The NMK underwater museum in Ras Ngomeni, Kenya, is set for construction off the east African country coast. Particularly, the facility is located at a shipwreck site in the historical fishing village on the North Coast. The project was to be completed in 2022 according to a local blog but to date this has not happened.
The museum will be the first of its kind in the sub-Saharan African region featuring a shipwreck site as a tourist attraction. In addition to shipwrecks over 600 years old, the facility will also showcase artwork and other artifacts.
Also Read: Construction of Embu Moi Stadium in Kenya to be completed by mid this year
The National Museum of Kenya (NMK) intends to attract more tourists and improve the country’s economy with the underwater museum in Ras Ngomeni. Once operational the NMK underwater museum in Kenya will attract between 90,000 and 200,000 visitors annually.
The NMK’s leading archeologists are working on preserving the wrecks at the NMK underwater museum while also preparing it for visitation. Thus far, sandbag walls have been built around some wrecks to break the strength of the waves.
Additionally, other project leaders have also advised that the wrecks should be covered with special netting. Apparently, these nets will attract small sand particles that over time can settle and form mounts over the sites.
Reported in 2015
Construction of the first undersea museum in sub-Sahara Africa to begin in Kenya
Plans to construct the first underwater museum in sub-Sahara Africa are set to begin in Kenya, National Museums of Kenya (NMK) coast region assistant director for sites and monuments, Mr.
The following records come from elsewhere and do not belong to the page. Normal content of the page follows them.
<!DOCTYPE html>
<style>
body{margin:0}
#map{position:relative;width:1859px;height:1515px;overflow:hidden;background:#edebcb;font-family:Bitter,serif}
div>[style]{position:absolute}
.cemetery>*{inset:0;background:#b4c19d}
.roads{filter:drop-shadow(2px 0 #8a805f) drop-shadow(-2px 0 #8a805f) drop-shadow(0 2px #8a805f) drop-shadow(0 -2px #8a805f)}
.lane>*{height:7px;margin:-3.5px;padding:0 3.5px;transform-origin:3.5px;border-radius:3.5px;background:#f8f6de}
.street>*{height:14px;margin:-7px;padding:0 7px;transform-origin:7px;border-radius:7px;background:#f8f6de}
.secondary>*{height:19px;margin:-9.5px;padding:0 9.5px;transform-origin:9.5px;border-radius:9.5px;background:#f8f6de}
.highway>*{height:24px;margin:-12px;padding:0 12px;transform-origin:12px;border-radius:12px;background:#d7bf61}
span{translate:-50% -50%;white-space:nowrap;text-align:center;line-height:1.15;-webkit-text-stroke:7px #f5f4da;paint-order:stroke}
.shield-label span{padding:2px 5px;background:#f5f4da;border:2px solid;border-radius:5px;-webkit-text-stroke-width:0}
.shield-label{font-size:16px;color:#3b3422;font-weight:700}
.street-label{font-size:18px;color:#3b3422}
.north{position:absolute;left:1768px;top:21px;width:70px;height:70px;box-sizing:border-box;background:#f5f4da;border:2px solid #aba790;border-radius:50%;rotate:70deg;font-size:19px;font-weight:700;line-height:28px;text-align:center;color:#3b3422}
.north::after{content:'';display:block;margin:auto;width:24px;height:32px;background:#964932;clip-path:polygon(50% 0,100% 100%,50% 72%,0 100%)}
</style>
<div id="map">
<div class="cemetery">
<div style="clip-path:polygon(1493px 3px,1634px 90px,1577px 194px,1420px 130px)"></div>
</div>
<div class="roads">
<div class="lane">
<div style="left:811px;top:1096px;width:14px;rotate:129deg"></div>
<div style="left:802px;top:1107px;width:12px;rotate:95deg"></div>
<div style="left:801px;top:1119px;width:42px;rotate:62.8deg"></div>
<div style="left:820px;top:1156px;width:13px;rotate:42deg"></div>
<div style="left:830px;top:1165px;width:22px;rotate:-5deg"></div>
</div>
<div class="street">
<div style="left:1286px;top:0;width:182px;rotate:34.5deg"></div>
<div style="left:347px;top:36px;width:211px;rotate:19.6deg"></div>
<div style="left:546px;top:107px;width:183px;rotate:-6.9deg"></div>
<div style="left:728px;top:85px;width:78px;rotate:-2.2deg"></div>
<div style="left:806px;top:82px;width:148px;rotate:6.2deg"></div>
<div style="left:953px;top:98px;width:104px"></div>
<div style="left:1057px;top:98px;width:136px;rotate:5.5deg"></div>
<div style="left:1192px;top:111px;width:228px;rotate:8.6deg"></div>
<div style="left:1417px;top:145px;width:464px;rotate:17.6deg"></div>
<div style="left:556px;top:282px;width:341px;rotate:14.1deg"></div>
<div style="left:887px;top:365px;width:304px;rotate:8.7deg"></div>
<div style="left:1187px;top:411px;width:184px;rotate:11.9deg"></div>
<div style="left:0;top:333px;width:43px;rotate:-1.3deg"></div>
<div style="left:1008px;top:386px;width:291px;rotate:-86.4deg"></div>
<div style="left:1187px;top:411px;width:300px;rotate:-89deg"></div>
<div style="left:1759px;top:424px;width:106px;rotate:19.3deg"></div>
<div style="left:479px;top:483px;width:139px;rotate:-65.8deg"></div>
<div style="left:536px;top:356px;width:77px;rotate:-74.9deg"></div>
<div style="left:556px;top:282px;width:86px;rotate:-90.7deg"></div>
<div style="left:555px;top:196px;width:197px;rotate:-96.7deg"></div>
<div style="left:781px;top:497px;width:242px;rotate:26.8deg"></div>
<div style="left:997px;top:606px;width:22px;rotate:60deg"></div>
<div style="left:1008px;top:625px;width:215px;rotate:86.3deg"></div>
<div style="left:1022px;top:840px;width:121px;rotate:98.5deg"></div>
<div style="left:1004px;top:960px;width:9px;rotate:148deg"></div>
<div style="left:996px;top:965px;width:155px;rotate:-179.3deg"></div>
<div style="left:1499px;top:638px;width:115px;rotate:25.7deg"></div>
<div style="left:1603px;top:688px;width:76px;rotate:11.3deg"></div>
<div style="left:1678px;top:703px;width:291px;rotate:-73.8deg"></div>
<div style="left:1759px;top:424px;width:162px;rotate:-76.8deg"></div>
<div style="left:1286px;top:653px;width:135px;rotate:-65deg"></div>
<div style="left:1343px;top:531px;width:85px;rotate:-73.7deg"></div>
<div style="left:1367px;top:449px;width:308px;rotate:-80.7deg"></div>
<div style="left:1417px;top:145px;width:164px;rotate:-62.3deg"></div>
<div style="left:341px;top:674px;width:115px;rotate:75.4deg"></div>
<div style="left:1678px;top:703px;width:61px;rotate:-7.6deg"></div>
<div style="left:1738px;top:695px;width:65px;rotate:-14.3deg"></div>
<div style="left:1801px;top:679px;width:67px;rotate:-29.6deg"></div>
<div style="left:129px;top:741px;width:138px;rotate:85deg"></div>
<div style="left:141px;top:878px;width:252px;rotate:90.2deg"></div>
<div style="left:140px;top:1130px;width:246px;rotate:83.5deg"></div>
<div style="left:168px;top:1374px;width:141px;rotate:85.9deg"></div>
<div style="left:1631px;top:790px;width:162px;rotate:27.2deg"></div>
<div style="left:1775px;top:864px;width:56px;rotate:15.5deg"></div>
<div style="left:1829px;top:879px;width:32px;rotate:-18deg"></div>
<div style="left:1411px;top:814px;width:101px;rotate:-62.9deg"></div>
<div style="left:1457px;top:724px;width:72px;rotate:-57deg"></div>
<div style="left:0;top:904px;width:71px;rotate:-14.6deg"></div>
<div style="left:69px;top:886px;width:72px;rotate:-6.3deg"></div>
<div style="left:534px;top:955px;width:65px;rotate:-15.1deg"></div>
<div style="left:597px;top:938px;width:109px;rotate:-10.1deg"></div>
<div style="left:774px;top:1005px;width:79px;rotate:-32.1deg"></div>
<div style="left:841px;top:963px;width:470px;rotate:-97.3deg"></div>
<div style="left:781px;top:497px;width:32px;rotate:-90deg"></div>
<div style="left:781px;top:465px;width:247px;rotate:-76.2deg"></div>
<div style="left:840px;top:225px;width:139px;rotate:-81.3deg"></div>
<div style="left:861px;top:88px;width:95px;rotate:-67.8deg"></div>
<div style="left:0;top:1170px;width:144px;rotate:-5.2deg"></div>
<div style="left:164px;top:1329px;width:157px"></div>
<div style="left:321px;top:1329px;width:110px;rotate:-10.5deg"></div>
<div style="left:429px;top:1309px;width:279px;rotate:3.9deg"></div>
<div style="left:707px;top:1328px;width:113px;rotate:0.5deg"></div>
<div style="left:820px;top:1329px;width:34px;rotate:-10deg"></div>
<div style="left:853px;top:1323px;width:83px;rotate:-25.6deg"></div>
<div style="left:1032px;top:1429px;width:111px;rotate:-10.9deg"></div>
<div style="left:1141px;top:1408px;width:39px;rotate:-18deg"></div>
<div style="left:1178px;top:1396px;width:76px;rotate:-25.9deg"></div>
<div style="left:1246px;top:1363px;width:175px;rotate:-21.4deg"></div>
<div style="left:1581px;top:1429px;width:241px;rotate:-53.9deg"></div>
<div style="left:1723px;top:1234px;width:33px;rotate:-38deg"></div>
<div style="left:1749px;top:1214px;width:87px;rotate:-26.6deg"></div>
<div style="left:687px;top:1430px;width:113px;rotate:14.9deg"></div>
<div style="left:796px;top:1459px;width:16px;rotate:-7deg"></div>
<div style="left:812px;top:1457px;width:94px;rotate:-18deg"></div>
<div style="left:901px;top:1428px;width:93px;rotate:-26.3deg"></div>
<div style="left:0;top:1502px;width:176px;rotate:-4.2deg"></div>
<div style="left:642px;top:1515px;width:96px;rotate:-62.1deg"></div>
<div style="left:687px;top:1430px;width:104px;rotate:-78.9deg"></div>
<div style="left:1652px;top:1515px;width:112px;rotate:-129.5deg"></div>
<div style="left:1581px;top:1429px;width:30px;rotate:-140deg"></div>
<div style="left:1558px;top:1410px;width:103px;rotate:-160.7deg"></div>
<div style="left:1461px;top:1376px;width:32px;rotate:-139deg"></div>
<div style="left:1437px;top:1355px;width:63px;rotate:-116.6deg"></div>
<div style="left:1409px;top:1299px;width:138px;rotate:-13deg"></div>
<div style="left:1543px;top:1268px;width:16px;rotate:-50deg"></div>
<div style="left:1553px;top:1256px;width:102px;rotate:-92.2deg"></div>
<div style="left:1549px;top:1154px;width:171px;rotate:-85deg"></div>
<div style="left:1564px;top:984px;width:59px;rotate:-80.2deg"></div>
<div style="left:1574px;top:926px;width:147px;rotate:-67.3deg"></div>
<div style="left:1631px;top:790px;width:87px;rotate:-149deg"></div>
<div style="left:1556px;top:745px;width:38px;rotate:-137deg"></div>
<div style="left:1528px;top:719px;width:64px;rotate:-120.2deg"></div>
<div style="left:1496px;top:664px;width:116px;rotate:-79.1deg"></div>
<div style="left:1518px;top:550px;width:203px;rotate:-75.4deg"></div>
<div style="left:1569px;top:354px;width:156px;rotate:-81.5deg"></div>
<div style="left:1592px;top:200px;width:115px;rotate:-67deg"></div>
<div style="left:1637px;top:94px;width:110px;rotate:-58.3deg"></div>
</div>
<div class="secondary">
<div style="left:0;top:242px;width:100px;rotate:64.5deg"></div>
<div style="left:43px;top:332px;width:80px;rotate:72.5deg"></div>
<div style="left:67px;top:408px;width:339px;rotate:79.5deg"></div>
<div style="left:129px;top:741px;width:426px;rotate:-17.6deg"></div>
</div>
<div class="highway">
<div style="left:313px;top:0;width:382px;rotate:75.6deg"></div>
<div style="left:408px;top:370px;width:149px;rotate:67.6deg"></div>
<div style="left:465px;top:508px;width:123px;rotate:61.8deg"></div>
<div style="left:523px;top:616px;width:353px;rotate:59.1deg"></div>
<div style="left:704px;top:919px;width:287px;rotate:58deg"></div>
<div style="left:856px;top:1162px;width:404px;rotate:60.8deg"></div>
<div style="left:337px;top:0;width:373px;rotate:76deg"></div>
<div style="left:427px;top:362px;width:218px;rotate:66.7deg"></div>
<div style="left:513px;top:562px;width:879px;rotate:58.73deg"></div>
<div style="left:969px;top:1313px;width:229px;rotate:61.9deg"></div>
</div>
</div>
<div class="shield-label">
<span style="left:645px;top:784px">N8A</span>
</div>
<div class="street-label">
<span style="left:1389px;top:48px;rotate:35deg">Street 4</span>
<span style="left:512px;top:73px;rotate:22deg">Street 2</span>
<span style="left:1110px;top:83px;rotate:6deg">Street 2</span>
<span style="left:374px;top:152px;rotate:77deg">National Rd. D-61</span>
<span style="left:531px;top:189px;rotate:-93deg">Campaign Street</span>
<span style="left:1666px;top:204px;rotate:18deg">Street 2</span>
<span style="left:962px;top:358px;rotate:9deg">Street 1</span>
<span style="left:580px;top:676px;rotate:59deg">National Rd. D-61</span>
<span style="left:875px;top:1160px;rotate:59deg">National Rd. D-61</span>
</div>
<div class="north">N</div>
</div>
Athman Hussein Athman, has announced.
Athman was speaking during a workshop, sponsored by Unesco, the National Museums of Kenya, and the Ministry of Sports, Culture, and Arts in Mombasa. The museum will be constructed at the site of a shipwreck at Ngomeni, a historical fishing village on the north coast. It will be Africa’s educational center for underwater archaeology.
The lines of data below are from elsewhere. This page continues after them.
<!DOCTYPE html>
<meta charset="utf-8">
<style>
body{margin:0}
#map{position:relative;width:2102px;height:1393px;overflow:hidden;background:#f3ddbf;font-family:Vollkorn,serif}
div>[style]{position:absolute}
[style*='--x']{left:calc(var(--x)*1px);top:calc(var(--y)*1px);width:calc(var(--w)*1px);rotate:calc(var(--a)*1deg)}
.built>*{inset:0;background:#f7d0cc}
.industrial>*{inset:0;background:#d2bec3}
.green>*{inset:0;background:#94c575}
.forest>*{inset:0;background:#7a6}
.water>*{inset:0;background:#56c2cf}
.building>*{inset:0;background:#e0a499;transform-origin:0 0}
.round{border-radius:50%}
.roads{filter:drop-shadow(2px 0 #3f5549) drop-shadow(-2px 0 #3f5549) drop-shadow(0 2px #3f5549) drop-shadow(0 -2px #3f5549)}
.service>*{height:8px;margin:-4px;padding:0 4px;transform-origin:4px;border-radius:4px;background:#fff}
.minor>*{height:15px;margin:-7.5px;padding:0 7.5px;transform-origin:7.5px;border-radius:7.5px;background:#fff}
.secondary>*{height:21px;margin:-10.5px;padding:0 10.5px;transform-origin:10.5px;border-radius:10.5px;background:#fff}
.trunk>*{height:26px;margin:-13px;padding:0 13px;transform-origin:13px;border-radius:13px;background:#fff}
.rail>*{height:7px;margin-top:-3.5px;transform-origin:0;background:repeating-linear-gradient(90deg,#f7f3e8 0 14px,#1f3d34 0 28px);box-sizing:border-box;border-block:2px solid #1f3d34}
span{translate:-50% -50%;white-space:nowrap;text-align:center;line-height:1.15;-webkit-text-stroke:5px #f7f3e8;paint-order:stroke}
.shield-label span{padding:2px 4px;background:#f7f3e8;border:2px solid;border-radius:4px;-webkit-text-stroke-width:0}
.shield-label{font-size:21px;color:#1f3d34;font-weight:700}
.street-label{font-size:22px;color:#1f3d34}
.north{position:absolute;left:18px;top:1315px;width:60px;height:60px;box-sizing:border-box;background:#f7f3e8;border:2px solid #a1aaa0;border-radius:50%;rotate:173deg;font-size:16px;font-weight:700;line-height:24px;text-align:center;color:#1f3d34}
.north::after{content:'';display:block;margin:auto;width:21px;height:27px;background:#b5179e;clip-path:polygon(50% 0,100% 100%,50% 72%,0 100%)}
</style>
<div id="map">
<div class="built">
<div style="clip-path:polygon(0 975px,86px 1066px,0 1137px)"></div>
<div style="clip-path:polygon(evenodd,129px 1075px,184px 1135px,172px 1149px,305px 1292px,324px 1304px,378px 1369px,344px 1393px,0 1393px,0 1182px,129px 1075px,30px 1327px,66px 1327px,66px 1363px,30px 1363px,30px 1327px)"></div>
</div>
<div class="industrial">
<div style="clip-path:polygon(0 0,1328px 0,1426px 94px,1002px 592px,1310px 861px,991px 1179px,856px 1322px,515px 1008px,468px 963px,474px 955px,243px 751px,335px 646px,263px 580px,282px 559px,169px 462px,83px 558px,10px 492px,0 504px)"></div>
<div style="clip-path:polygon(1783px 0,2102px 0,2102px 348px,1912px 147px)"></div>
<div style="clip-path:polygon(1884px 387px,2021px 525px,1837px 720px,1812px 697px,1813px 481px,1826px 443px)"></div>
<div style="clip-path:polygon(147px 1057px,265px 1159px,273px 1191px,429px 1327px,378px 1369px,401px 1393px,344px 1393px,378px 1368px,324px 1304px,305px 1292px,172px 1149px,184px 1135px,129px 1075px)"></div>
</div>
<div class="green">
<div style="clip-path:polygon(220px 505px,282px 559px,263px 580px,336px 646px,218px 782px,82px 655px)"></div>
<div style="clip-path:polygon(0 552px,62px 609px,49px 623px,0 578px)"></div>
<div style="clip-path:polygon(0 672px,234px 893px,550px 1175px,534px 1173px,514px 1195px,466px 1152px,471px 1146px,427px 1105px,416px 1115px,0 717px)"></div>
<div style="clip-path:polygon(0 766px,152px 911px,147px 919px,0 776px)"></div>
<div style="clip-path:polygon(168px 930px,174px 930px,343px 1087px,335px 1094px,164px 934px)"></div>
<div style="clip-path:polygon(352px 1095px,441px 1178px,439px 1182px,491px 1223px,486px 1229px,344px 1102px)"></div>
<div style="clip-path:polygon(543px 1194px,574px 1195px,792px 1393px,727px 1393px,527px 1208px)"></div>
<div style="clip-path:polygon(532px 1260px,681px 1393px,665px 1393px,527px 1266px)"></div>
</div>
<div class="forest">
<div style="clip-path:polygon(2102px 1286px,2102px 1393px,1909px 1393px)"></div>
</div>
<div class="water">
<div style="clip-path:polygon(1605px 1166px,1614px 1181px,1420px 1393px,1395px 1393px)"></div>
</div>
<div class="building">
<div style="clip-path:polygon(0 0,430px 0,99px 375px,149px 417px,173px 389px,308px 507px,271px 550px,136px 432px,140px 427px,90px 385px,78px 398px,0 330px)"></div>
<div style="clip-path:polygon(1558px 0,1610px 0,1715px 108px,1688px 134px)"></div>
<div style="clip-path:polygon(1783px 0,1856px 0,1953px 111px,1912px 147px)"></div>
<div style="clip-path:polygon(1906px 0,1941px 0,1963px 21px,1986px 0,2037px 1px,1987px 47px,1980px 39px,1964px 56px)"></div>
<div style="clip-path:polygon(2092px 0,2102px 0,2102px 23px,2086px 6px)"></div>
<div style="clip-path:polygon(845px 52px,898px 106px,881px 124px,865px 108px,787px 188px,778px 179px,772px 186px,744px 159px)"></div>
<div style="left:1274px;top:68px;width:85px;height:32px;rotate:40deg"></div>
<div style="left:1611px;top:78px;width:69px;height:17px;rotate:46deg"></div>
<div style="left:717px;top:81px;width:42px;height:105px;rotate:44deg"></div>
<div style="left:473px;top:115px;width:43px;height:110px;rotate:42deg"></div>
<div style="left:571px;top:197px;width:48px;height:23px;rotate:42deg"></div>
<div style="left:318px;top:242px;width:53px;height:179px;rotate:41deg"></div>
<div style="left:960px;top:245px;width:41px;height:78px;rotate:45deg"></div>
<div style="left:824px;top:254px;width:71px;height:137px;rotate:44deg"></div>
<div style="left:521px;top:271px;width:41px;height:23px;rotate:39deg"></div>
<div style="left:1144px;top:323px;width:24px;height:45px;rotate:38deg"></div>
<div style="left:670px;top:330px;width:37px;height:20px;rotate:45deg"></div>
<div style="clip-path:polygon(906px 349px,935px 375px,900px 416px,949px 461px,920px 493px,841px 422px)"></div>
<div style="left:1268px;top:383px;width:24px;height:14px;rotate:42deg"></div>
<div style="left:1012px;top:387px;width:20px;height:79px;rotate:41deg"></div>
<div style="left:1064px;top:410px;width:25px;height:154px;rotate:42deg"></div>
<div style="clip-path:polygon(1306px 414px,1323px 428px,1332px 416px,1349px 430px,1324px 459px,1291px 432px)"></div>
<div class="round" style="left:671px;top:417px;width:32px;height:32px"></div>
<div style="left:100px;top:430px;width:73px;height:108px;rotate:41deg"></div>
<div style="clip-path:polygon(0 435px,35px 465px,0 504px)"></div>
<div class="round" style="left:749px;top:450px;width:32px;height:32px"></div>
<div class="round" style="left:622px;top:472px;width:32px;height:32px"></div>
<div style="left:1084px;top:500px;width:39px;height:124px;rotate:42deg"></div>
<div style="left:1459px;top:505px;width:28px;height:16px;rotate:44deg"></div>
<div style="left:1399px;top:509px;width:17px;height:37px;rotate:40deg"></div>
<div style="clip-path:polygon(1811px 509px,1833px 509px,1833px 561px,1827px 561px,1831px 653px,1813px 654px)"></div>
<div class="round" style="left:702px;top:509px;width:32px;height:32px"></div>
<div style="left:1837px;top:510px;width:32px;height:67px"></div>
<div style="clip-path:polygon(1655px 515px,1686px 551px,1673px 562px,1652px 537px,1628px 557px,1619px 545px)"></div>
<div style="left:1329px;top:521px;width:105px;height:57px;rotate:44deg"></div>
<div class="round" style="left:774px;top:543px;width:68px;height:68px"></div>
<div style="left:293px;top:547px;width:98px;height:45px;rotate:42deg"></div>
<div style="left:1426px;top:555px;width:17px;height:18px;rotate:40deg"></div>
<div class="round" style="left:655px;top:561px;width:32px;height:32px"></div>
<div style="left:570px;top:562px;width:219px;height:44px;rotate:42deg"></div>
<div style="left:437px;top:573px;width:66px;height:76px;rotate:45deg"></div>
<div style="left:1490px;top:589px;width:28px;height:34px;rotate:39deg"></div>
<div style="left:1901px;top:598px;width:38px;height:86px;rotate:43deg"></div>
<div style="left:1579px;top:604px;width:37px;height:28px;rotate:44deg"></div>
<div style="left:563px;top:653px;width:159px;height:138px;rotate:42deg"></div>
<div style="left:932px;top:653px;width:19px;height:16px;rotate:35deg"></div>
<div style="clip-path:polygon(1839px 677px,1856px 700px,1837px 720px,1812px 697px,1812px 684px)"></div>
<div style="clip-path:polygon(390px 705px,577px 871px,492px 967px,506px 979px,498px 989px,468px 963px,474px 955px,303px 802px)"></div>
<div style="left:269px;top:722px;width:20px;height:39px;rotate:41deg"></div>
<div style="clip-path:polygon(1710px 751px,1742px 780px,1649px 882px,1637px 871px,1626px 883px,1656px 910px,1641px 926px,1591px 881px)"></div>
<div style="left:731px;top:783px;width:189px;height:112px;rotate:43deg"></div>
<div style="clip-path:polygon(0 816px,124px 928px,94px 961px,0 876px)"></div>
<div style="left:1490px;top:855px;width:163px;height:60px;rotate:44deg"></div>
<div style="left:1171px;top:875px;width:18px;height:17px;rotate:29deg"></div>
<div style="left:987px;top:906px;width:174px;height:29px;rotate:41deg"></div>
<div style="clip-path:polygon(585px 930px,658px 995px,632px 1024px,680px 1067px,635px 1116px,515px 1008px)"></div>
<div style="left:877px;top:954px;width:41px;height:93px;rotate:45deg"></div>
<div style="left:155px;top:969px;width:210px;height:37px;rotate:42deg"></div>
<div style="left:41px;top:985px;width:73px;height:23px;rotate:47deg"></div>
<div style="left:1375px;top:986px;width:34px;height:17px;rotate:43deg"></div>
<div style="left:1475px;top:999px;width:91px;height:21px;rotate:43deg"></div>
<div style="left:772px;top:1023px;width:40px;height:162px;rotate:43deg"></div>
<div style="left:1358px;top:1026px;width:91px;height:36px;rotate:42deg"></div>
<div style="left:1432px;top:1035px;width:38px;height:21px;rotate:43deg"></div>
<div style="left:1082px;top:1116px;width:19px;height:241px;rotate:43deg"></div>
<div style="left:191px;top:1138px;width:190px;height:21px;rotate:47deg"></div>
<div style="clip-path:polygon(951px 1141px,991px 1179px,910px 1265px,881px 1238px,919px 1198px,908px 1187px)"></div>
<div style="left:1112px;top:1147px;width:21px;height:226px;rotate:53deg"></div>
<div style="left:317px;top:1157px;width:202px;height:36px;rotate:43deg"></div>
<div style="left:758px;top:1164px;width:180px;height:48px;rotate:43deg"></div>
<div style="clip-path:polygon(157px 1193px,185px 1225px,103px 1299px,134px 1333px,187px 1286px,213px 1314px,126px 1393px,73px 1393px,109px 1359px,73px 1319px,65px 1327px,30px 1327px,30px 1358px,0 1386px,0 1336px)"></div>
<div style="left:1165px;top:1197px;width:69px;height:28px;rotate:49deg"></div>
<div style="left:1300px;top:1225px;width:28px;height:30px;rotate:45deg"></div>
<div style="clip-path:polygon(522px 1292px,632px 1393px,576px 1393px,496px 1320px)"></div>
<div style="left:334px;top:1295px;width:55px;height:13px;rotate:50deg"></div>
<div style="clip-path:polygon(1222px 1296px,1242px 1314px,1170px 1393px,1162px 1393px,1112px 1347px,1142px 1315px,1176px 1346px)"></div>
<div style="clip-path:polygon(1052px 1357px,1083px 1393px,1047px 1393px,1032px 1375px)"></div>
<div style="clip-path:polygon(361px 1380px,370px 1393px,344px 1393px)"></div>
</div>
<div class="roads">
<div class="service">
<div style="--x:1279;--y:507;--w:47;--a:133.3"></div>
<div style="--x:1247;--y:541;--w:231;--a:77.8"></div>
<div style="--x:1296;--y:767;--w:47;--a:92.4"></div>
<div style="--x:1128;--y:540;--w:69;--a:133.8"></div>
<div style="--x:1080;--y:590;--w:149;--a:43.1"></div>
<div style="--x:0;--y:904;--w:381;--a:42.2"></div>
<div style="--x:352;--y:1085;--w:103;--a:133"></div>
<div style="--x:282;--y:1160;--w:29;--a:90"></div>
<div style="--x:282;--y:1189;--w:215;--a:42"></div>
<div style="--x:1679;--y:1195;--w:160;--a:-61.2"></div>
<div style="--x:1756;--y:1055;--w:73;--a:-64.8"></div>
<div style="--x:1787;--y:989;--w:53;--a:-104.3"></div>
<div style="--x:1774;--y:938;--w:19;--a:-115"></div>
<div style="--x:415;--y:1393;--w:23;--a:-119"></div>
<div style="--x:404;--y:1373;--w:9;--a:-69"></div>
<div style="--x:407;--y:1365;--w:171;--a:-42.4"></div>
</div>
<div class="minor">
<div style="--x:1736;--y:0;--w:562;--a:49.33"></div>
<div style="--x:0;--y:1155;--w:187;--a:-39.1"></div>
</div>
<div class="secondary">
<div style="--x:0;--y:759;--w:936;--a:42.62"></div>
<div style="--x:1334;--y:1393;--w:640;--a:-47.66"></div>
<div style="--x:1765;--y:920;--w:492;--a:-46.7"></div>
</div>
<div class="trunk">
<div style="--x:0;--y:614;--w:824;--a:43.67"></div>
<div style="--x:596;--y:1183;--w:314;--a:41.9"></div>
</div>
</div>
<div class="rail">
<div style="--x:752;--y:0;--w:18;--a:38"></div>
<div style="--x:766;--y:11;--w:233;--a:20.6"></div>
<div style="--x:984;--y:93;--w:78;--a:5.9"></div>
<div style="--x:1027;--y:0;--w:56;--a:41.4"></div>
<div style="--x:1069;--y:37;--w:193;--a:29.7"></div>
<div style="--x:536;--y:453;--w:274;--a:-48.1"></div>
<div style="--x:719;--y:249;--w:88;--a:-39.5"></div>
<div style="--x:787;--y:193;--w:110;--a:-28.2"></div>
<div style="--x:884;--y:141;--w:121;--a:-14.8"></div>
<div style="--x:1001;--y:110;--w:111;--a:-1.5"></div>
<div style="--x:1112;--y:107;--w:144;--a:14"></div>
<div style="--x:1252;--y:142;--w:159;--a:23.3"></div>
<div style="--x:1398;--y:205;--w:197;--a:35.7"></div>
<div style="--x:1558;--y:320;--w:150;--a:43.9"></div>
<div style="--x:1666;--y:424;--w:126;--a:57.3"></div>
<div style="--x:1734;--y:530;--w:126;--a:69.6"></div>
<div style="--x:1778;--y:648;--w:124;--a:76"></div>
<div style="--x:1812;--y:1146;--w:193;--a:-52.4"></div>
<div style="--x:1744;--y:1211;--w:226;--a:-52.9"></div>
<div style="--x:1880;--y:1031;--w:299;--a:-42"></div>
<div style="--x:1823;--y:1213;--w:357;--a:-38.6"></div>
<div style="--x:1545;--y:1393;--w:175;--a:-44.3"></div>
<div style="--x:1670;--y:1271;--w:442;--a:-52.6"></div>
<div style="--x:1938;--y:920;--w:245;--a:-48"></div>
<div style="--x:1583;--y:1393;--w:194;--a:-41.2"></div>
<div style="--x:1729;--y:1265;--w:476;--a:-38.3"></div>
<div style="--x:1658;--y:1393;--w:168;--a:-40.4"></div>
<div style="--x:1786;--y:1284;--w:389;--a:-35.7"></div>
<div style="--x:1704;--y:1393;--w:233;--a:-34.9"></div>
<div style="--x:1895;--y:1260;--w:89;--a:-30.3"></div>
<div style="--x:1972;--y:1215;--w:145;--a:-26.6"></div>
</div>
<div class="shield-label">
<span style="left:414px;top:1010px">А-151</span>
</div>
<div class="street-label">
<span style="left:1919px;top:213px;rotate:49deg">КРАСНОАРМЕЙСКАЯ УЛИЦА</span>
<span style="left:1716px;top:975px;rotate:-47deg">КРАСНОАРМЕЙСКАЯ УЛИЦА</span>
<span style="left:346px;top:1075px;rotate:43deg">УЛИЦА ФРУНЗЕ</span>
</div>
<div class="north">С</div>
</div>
“The government of Kenya, through the NMK, has started to develop the Ngomeni shipwreck site into an underwater museum, the first of its kind in sub-Saharan Africa,” Athman said.
He said underwater museums have become major tourist attractions in other countries. The project will be boosted by the discovery of several shipwrecks in Kenyan waters, Mr. Athman said.
Atham said that studies have revealed that the shipwrecks were high and could be used for scientific research and as tourist attractions. The objective, Said Athman was to build the capacity for African countries to effectively manage their underwater cultural heritage.
The participants, who are archaeologists, have been undergoing rigorous practical sessions that include diving at the 17th Century Santa Antonio De Tanna Shipwreck in front of the Fort Jesus Museum.
Unesco representative Arturo Rey Da Silva told the workshop that his organization would work with the Kenyan government to train experts that will boost the sector as it had huge tourism potential.
Unesco says it is keen to be a major partner in the initiative- the first museum in sub-Sahara Africa.
Reported in 2020
Kenya to construct first underwater museum in Sub-Saharan Africa
The government of Kenya is set to construct the first underwater museum in Sub-Saharan Africa in the Coast region. The project which is in line with the country’s blue economy vision is set to boost tourism numbers in the Coast region according to the Head of archeology at the National Museum of Kenya Dr. Caesar Bita.
The museum which will also serve as Africa’s educational center for underwater archaeology will be constructed at the site of a shipwreck at Ngomeni which is a historical fishing point on the North Coast. “We aim to develop projects that are cultural since our biggest attractions in Kenya are our heritage, therefore as we aim to attract many tourists we also aim to develop projects that can relate to the blue economy as well,” said Dr. Bita.
One of a kind
Dr. Bita noted that the project will be one of a kind since underwater heritage is unexploited in many regions and the museum will therefore, provide a great opportunity for both international and local tourists to enjoy the discoveries.
Once complete the museum will have tour guides to direct tourists and also placards will be mounted for reading its history. The visitors will have a chance to study wrecked ships, marine life, fish species, dolphins, turtles, and human remains from ships among other attractions. Moreover, 6underwater museums are becoming major tourist attractions and Kenya now wants to tap into the industry.
The Ministry of Sports, Culture, and Heritage together with UNESCO and NMK raised awareness last year, on the protection of Underwater Cultural Heritage in Eastern Africa and the adjacent Indian Ocean Islands to enhance tourism in the region. Madagascar is the only country in eastern Africa that has ratified the Unesco 2001 Convention on the Protection of the Underwater Cultural Heritage.